Instruction 1 to paragraph (a)(16)(i): The oil and gas production function shall be regarded as ending at a “terminal point”, which is the outlet valve on the lease or field storage tank. If unusual physical or operational circumstances exist, it may be appropriate to regard the terminal point for the production function as:
  a.   The first point at which oil, gas, or gas liquids, natural or synthetic, are delivered to a main pipeline, a common carrier, a refinery, or a marine terminal; and
 
  b.   In the case of natural resources that are intended to be upgraded into synthetic oil or gas, if those natural resources are delivered to a purchaser prior to upgrading, the first point at which the natural resources are delivered to a main pipeline, a common carrier, a refinery, a marine terminal, or a facility which upgrades such natural resources into synthetic oil or gas.

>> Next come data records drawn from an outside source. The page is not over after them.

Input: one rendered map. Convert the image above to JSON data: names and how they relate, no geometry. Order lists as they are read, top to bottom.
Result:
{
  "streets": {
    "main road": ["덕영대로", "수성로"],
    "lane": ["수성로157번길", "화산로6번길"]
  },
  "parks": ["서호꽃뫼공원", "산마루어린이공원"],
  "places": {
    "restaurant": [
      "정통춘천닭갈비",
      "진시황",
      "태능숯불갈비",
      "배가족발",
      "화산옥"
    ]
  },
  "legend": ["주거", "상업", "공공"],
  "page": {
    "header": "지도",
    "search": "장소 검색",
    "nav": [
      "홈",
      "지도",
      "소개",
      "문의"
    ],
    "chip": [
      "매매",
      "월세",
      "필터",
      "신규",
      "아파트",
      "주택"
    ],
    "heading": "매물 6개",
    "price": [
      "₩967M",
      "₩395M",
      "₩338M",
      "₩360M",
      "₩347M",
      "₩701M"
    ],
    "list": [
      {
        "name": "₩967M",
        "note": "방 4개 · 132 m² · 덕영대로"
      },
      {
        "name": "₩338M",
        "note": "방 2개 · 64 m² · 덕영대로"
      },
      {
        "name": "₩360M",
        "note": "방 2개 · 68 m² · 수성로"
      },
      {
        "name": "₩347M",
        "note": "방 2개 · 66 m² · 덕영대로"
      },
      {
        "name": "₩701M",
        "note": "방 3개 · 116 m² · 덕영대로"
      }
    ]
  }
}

Instruction 2 to paragraph (a)(16)(i): For purposes of this paragraph (a)(16), the term saleable hydrocarbons means hydrocarbons that are saleable in the state in which the hydrocarbons are delivered.

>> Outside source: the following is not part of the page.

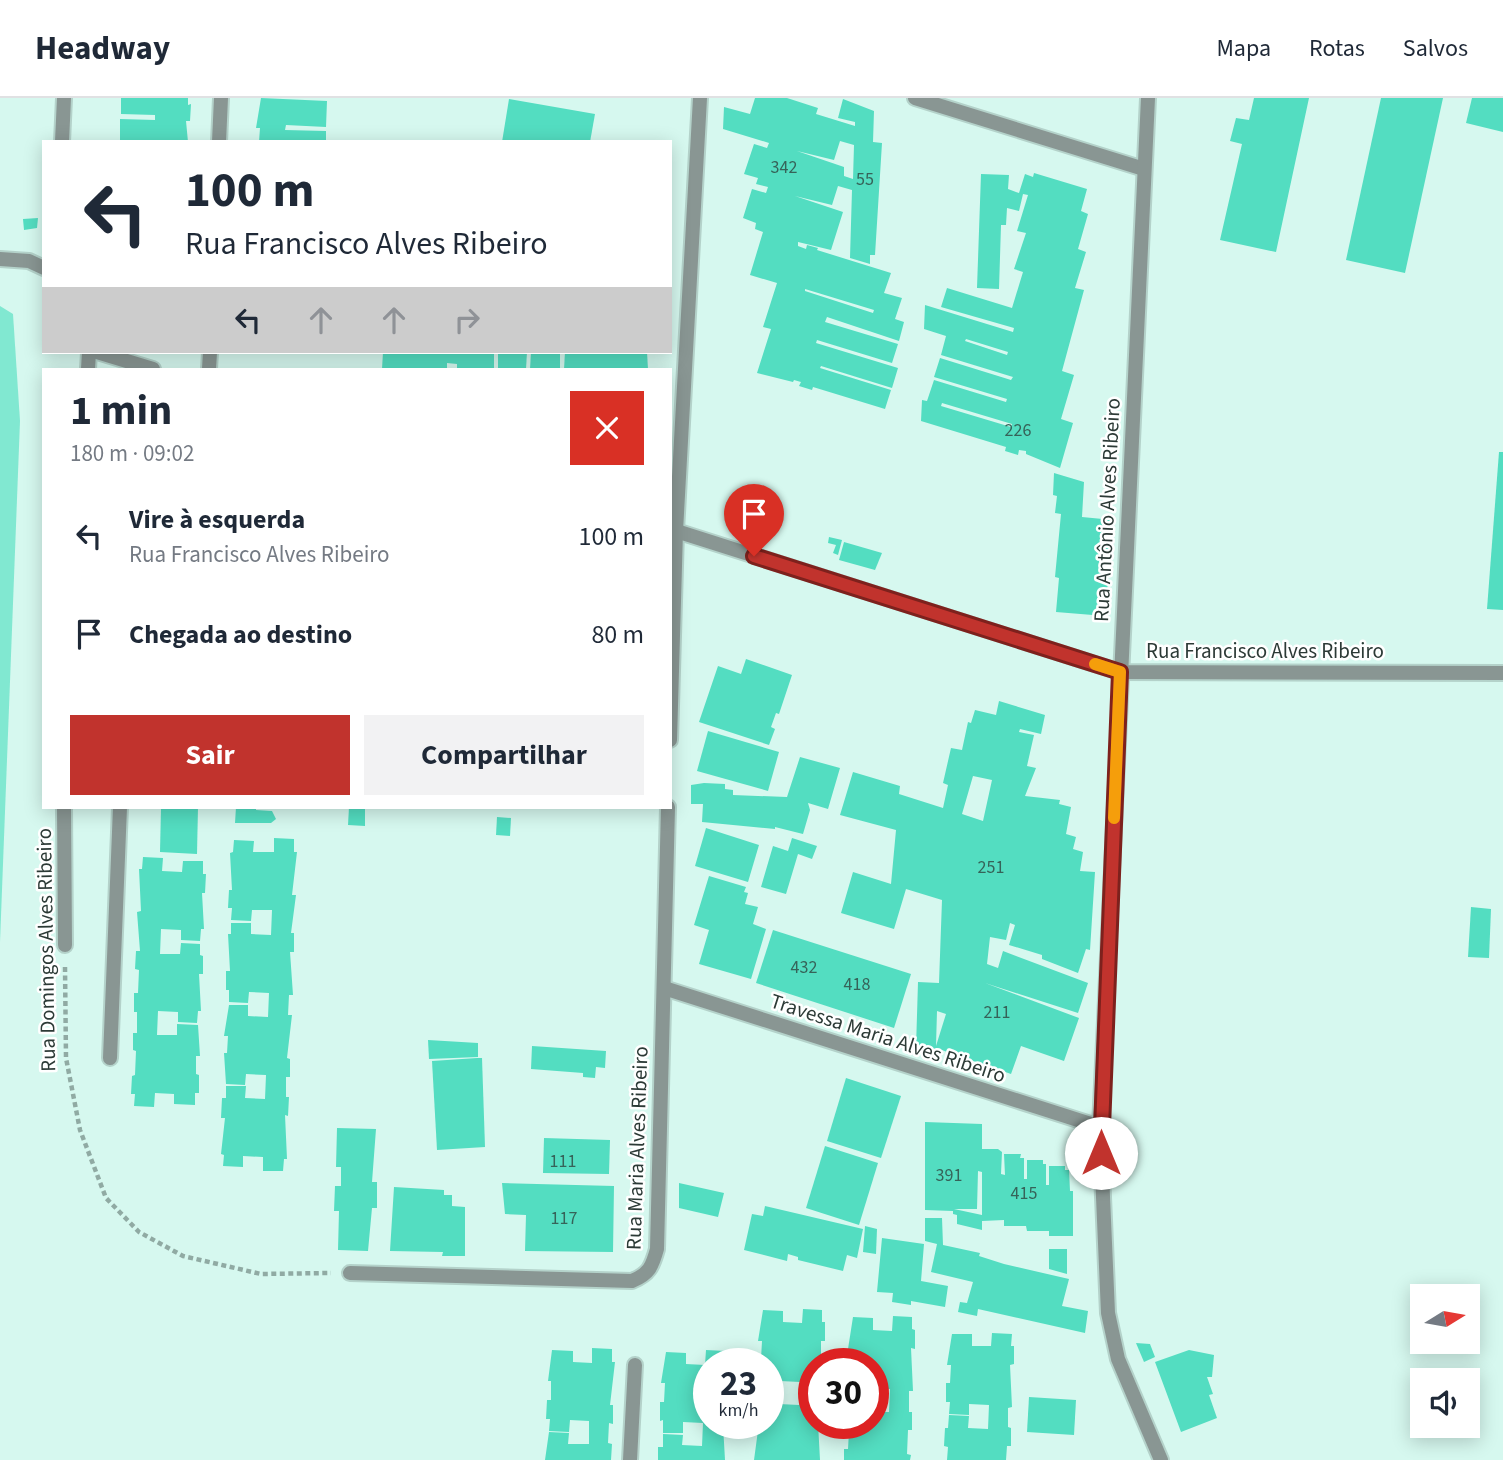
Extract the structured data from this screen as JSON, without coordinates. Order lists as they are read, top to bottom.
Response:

  (ii)   Oil and gas producing activities do not include:
  (A)   Transporting, refining, or marketing oil and gas;
 
  (B)   Processing of produced oil, gas, or natural resources that can be upgraded into synthetic oil or gas by a registrant that does not have the legal right to produce or a revenue interest in such production;
 
  (C)   Activities relating to the production of natural resources other than oil, gas, or natural resources from which synthetic oil and gas can be extracted; or
 
  (D)   Production of geothermal steam.
(17) Possible reserves. Possible reserves are those additional reserves that are less certain to be recovered than probable reserves.
  (i)   When deterministic methods are used, the total quantities ultimately recovered from a project have a low probability of exceeding proved plus probable plus possible reserves. When probabilistic methods are used, there should be at least a 10% probability that the total quantities ultimately recovered will equal or exceed the proved plus probable plus possible reserves estimates.
 
  (ii)   Possible reserves may be assigned to areas of a reservoir adjacent to probable reserves where data control and interpretations of available data are progressively less certain. Frequently, this will be in areas where geoscience and engineering data are unable to define clearly the area and vertical limits of commercial production from the reservoir by a defined project.
 
  (iii)   Possible reserves also include incremental quantities associated with a greater percentage recovery of the hydrocarbons in place than the recovery quantities assumed for probable reserves.
 
  (iv)   The proved plus probable and proved plus probable plus possible reserves estimates must be based on reasonable alternative technical and commercial interpretations within the reservoir or subject project that are clearly documented, including comparisons to results in successful similar projects.
 
  (v)   Possible reserves may be assigned where geoscience and engineering data identify directly adjacent portions of a reservoir within the same accumulation that may be separated from proved areas by faults with displacement less than formation thickness or other geological discontinuities and that have not been penetrated by a wellbore, and the registrant believes that such adjacent portions are in communication with the known (proved) reservoir. Possible reserves may be assigned to areas that are structurally higher or lower than the proved area if these areas are in communication with the proved reservoir.
 
  (vi)   Pursuant to paragraph (a)(22)(iii) of this section, where direct observation has defined a highest known oil (HKO) elevation and the potential exists for an associated gas cap, proved oil reserves should be assigned in the structurally higher portions of the reservoir above the HKO only if the higher contact can be established with reasonable certainty through reliable technology. Portions of the reservoir that do not meet this reasonable certainty criterion may be assigned as probable and possible oil or gas based on reservoir fluid properties and pressure gradient interpretations.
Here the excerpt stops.